Heritage Malta is concerned about the impact that a proposed solar farm will have on rainwater catchment in Mġarr, home to Ta' Ħaġrat temples.
On Tuesday Times of Malta published footage shot during September’s first showers, which reinforces concerns by Mġarr farmers and residents that development on virgin land will increase flooding at the UNESCO world heritage site.
According to farmers and residents, the construction of greenhouses and solar panels at Tar-Ragħad area will prevent large volumes of water from being absorbed by the soil, with the runoff water flowing down San Pietru street and ending up in Ta’ Ħaġrat temples on the other end of the village.
On Thursday, the national heritage agency said it was worried about the effects of the solar farm on rainwater catchment in the vicinity of the archaeological site.
In the meantime it is consulting the matter with the Superintendence of Cultural Heritage.
Heritage Malta noted that the flooding of the road leading to Ta' Ħaġrat is a direct consequence of the development that has taken place in Mġarr throughout the last 50 years.
It has tried to manage the flow of water within the site, while the Mġarr council also recently submitted an application to manage rainwater in the area.

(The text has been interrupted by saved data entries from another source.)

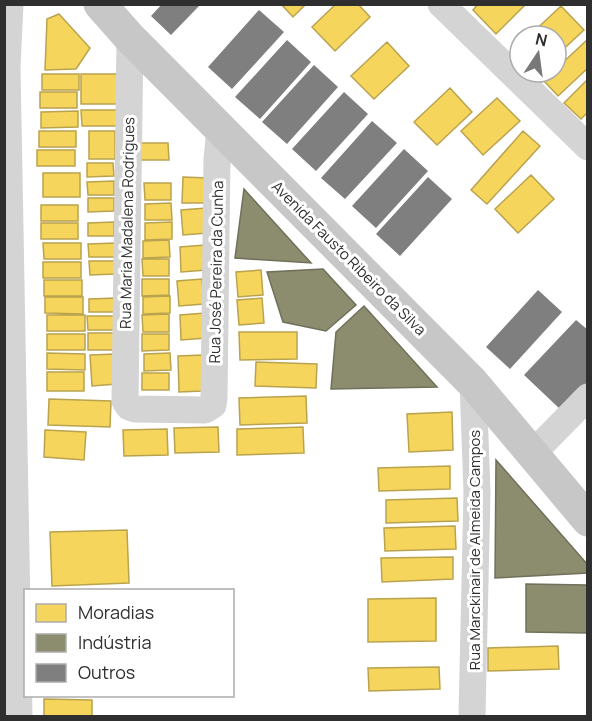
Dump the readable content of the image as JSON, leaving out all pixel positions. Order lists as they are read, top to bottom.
{
  "streets": {
    "main road": ["Avenida Fausto Ribeiro da Silva"],
    "street": ["Rua Maria Madalena Rodrigues", "Rua José Pereira da Cunha", "Rua Marckinair de Almeida Campos"]
  },
  "crossings": [
    ["Rua Maria Madalena Rodrigues", "Avenida Fausto Ribeiro da Silva"],
    ["Rua Maria Madalena Rodrigues", "Rua José Pereira da Cunha"],
    ["Avenida Fausto Ribeiro da Silva", "Rua José Pereira da Cunha"],
    ["Avenida Fausto Ribeiro da Silva", "Rua Marckinair de Almeida Campos"]
  ],
  "legend": ["Moradias", "Indústria", "Outros"],
  "north": "top"
}
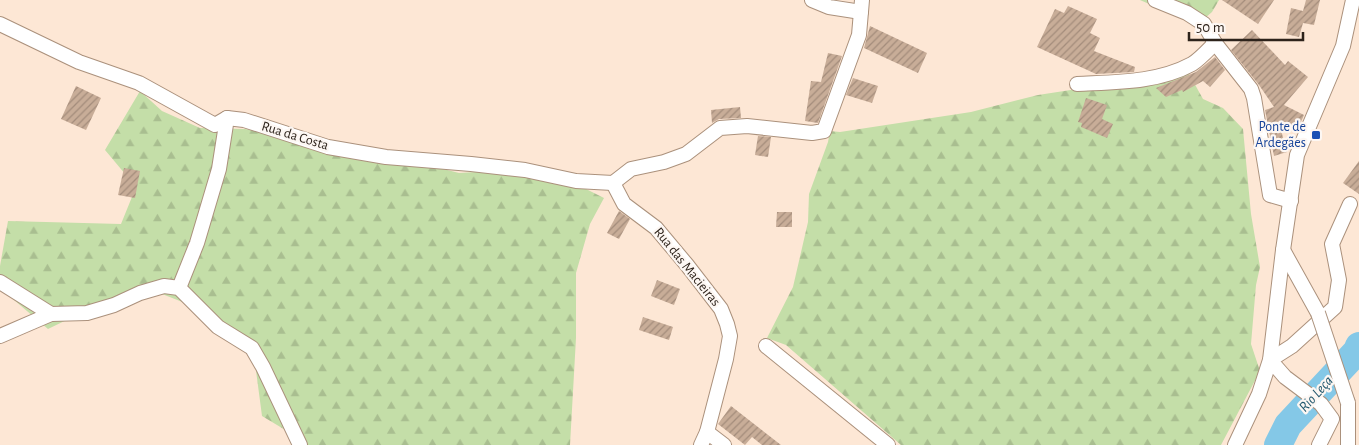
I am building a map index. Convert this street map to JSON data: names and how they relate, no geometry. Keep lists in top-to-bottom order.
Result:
{
  "streets": {
    "street": ["Rua da Costa", "Rua das Macieiras"]
  },
  "crossings": [
    ["Rua da Costa", "Rua das Macieiras"]
  ],
  "water": ["Rio Leça"],
  "places": {
    "transit": ["Ponte de Ardegães"]
  },
  "scale_bar": "50 m"
}
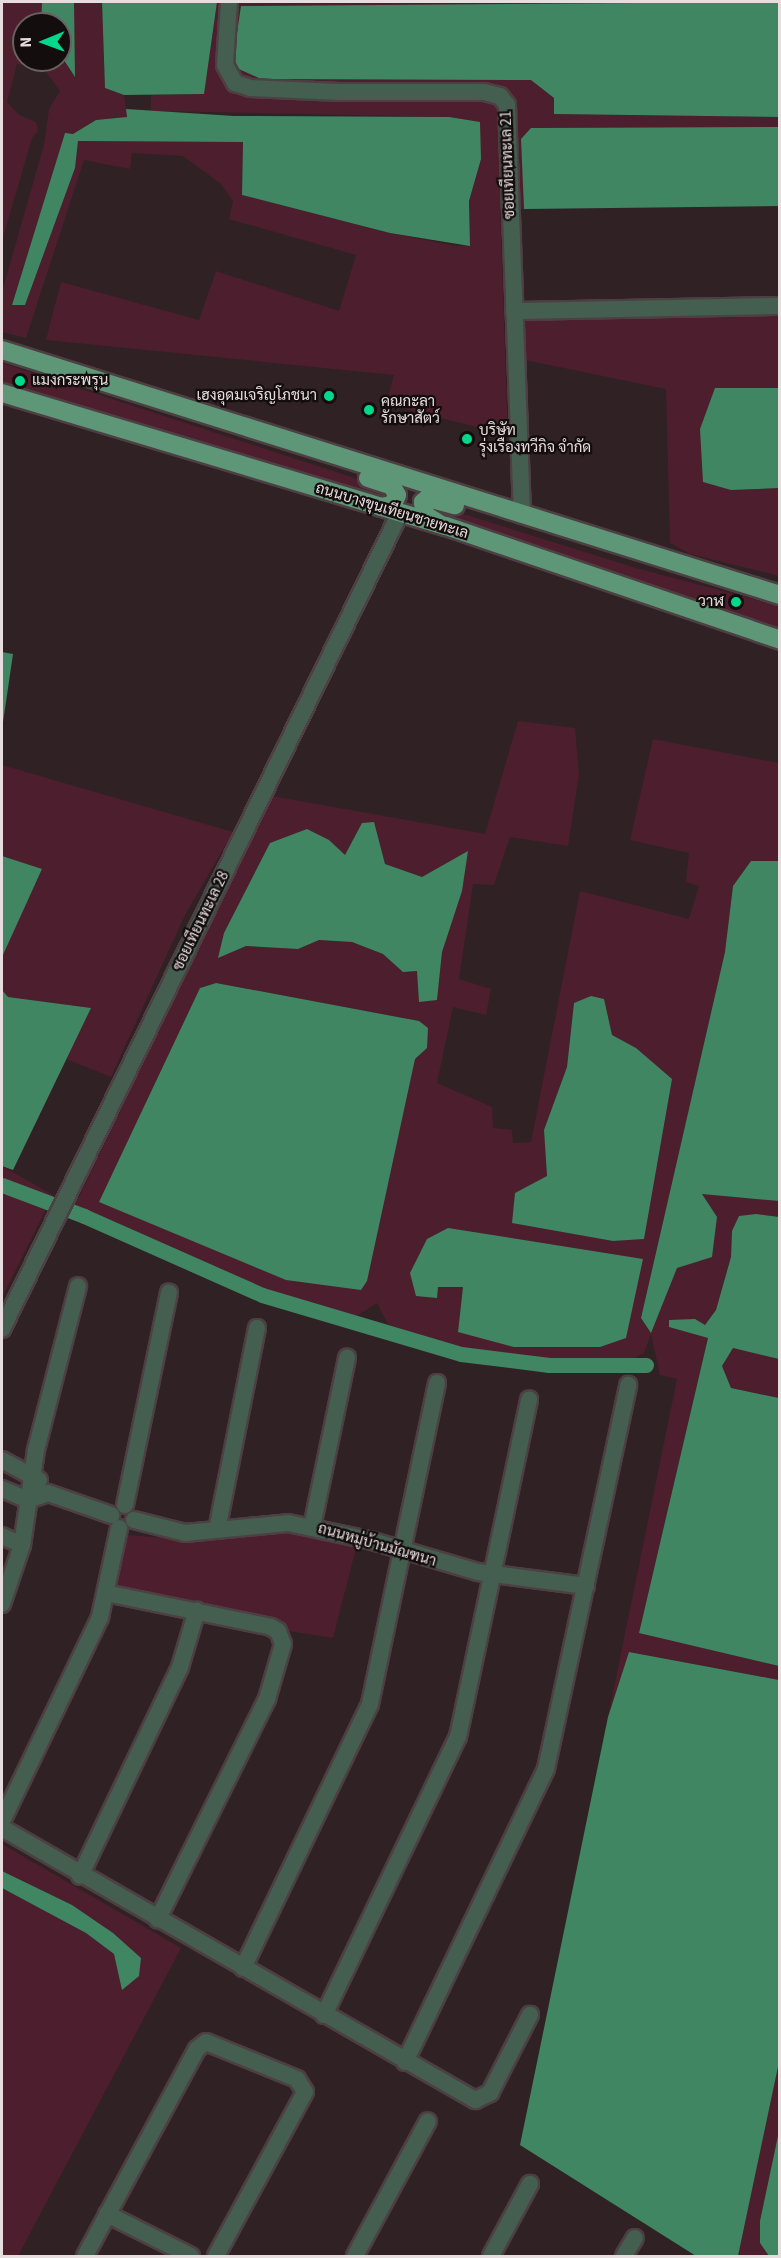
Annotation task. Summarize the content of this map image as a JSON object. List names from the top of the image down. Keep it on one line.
{"streets":{"main road":["ถนนบางขุนเทียนชายทะเล"],"street":["ซอยเทียนทะเล 21","ซอยเทียนทะเล 28","ถนนหมู่บ้านมัณฑนา"]},"crossings":[["ถนนบางขุนเทียนชายทะเล","ซอยเทียนทะเล 28"]],"places":["แมงกระพรุน","เฮงอุดมเจริญโภชนา","คุณกะลา รักษาสัตว์","บริษัท รุ่งเรืองทวีกิจ จำกัด","วาฬ"],"north":"left"}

The archaeological site forms part of a group of megalithic temples that are inscribed in the UNESCO World Heritage List.
It is one of the oldest free-standing monuments of its sort in the world, and home to two well-preserved structures.
Renowned for its monumental doorway and facade, the site was excavated between 1923 and 1926 with some other minor interventions in 1953 and in the 1960s.
The larger of the two buildings dates to the earliest phases of megalithic construction, known as the Ġgantija phase (3600 – 3200 BC).